Note: this article is not about RPGs, but rather about the RPG business.
Full disclosure: I was a member of the Featured Reviewer Program and I continue to post affiliate linked banners and links to DTRPG and other OBS properties.
Update: this article has been edited since originally written, as I have conversed with Morrus at ENWorld, and it became clear than his implication that my experience with OBS as a Featured Reviewer was exaggerated with unintentional, and he has since edited the article in question.
Morrus at ENworld quoted me in a news article about Drivethrurpg and their policies and directives to those of us who were in their “Featured Reviewer” program. He followed this with a statement from Onebookshelf (the company that runs DTRPG) wherein they do not address any of my allegations, but instead beat the crap out of a strawman argument that neither I nor Endzeitgeist (the other quoted blogger in ENWorld’s news item) posited.
As background, I’ll explain my experience with the Featured Reviewer Program at OBS briefly:
I signed up for the program perhaps six months after starting Happy Jacks RPG Podcast. We were provided with promo codes to download review copies of various RPG products. When we reviewed them on DTRPG or RPGNOW, our reviews were noted with a “Featured Reviewer” button, I suppose elevating our reviews above reviews by those who paid for the products.

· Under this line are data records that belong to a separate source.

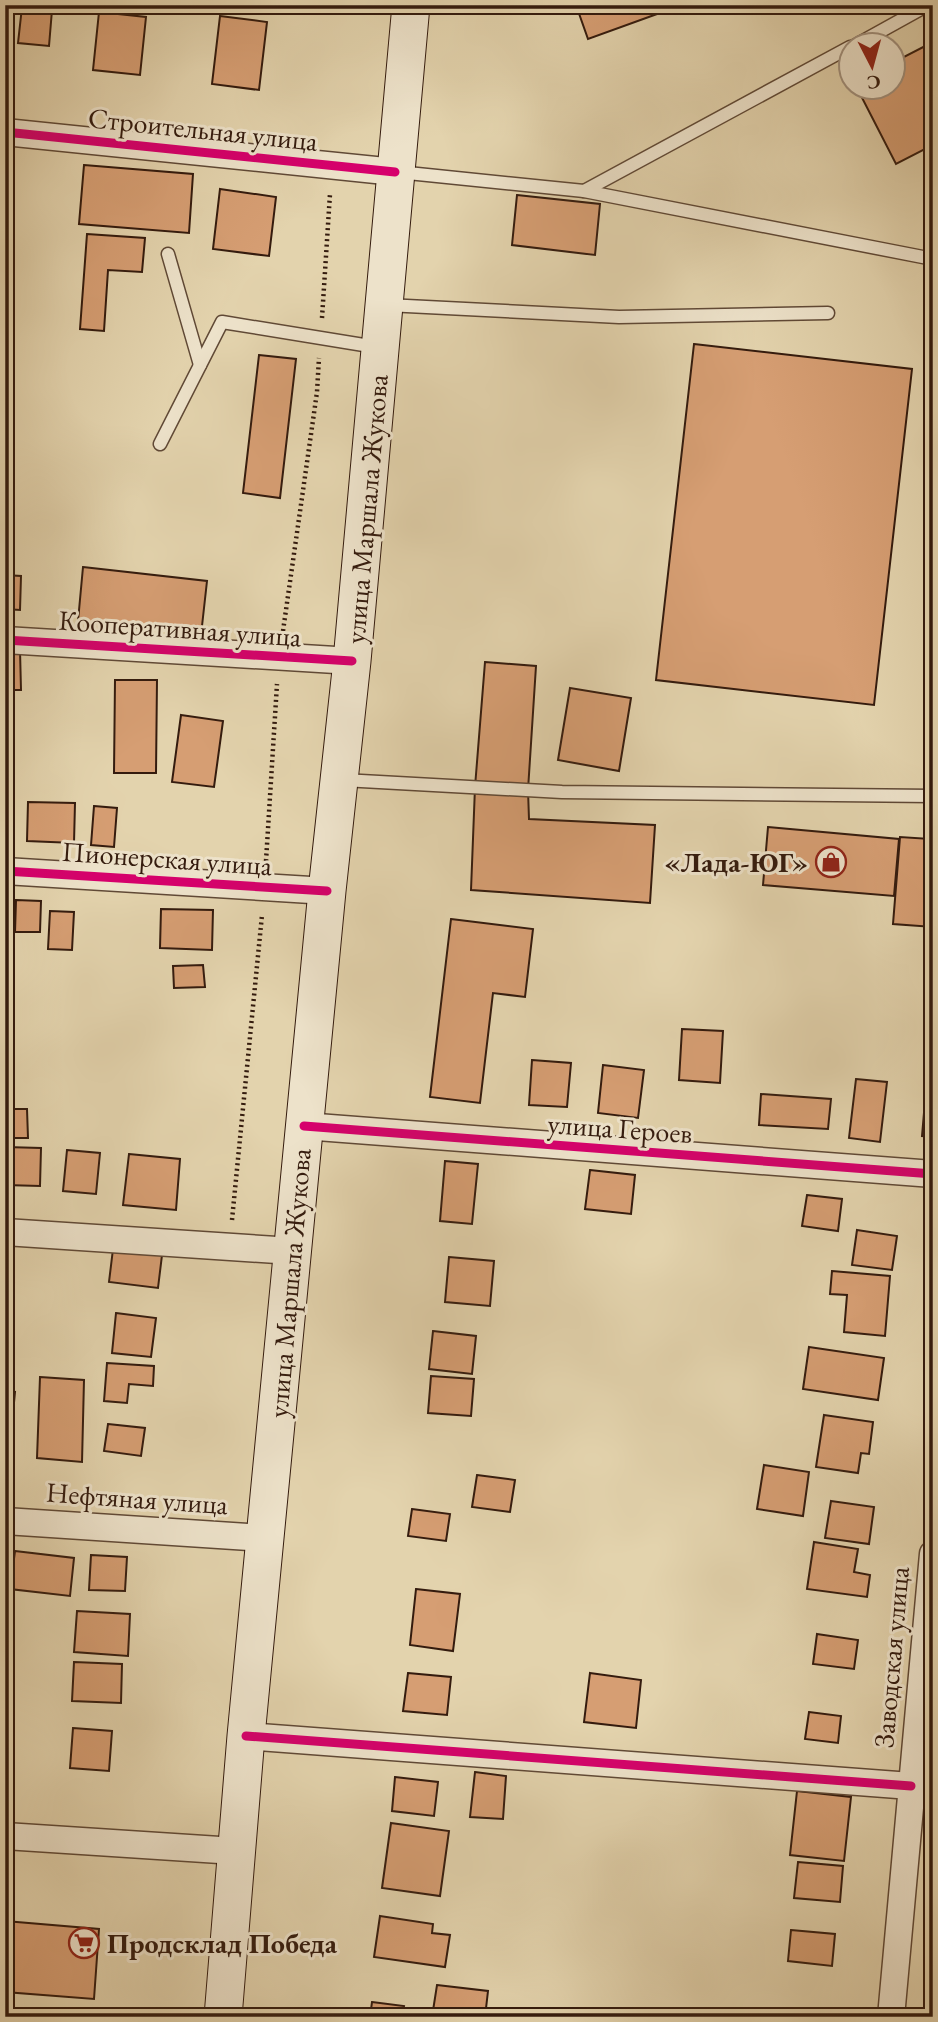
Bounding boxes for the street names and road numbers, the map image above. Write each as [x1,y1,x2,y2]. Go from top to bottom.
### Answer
street label: Строительная улица [86,99,320,159]
street label: улица Маршала Жукова [336,372,396,645]
street label: Кооперативная улица [57,602,303,654]
street label: Пионерская улица [61,833,274,883]
street label: улица Героев [546,1105,694,1151]
street label: улица Маршала Жукова [259,1146,319,1419]
street label: Нефтяная улица [45,1474,230,1522]
street label: Заводская улица [865,1564,917,1749]

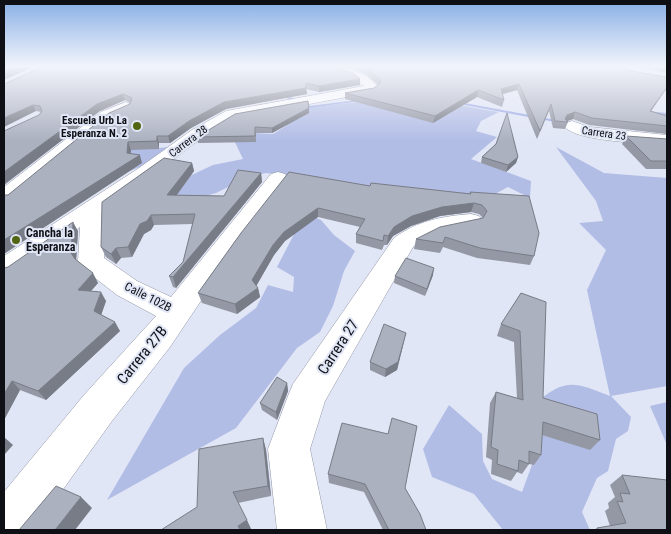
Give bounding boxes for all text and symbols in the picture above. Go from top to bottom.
place label: Escuela Urb La Esperanza N. 2 [61,114,127,140]
marker: Escuela Urb La Esperanza N. 2 [131,120,143,132]
street label: Carrera 28 [166,123,210,160]
street label: Carrera 23 [581,124,627,143]
place label: Cancha la Esperanza [26,226,76,254]
marker: Cancha la Esperanza [10,234,22,246]
street label: Calle 102B [122,279,174,315]
street label: Carrera 27 [314,316,362,378]
street label: Carrera 27B [113,322,171,388]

Once I signed up, I was deluged with review copies of all sorts of RPG products. Literally a dozen or so a week, sometimes more than that. At first, I downloaded nearly everything, looked at it, and if I felt something was a particularly stand-out product, I’d write a review.
Sometime around the beginning of the year (this would be 2010, I think), we received an email from OBS stating that publishers were complaining that they were sending out review copies but not getting reviews. For me, there was good reason for this: much of what I received for review was terrible, and I was following the “if you can’t say something nice…” rule.
We were told in this email that if we downloaded a product, we had to review it, and if we didn’t, we’d be removed from the program. At this point, I only downloaded things that genuinely interested me, and I would review some of these things. I was not about to jump through a bunch of hoops because some irate, entitled publisher sent me a free pdf for his crappy Pathfinder supplement . I’ll decided what to review after I look at it, thanks.
Well, these squeaky-wheel publishers got what they asked for, I guess. While I didn’t see an uptick in negative reviews, I can only assume there were many, since about a month later, we received yet another email from OBS.
This email told us that our reviews must be positive reviews. If my recollection is correct, it was 4 or 5 star reviews.
This new positive review rule, along with the “you must review what you download” rule, created an untenable Catch-22 for any reviewer with any ethics at all.
I doubt it was OBS’s intention to create a situation where reviewers were in essence being asked to give false positive reviews, but that’s what happened.
In all honesty, the true blame belongs in the laps of the publishers who mewled and whined because their precious products were receiving the rave review they thought they deserved.
They were under the impression that the gift of a free pdf bought and paid for the souls of those who reviewed products on DTRPG.
And the sad thing is, as far as some of us in that program were concerned, they were right.
I’m a dinosaur when it comes to Journalistic ethics. I went to Journalism school in the 1980s, when the separation between editorial and advertising was preached upon and (mostly) adhered to.
The thinking at the time was that if the news producers lost their credibility, they would lose listenership, viewership or readership. This wall between advertising and editorial was there to protect the business model in a very long-term way. This was a Journalism school ideal, and such a wall in the real would was sometimes more permeable than it should be.
Today, that wall is gone. Native advertising schemes, such as product placements, affiliate links and other more subtle methods, are the norm and part of any media product’s business plan.
This new thinking makes the policies at OBS seem very routine, and just as my Journalism professors predicted, once the wall between advertising and content falls, advertisers start dictating content.
So the question really is this: can you trust the reviews at OBS? I think you can probably trust ordinary reviews — in as much as you can trust any on-line reviews. I would, however, discount most reviews marked “Featured Reviewer,” and I certainly wouldn’t make a buy-decision based solely on “Featured Reviewer” reviews.
And that’s exactly what OBS, the complaining publishers and those who went along quietly with this deserve. They have together eroded their credibility, leaving themselves with reviews of suspect veracity.
A couple months after all of this transpired, we received another missive from OBS, telling us not to disclose that we’d received free product for review. I wrote to OBS at the time, telling them that such a policy was incredibly unethical. They were unimpressed.
In the end, it was a mess of a policy. About six months later, I was dropped from the program.
I would love to know who those complaining publishers were. I have my suspicions, as there are some who have responded very badly — and very publicly — to negative reviews.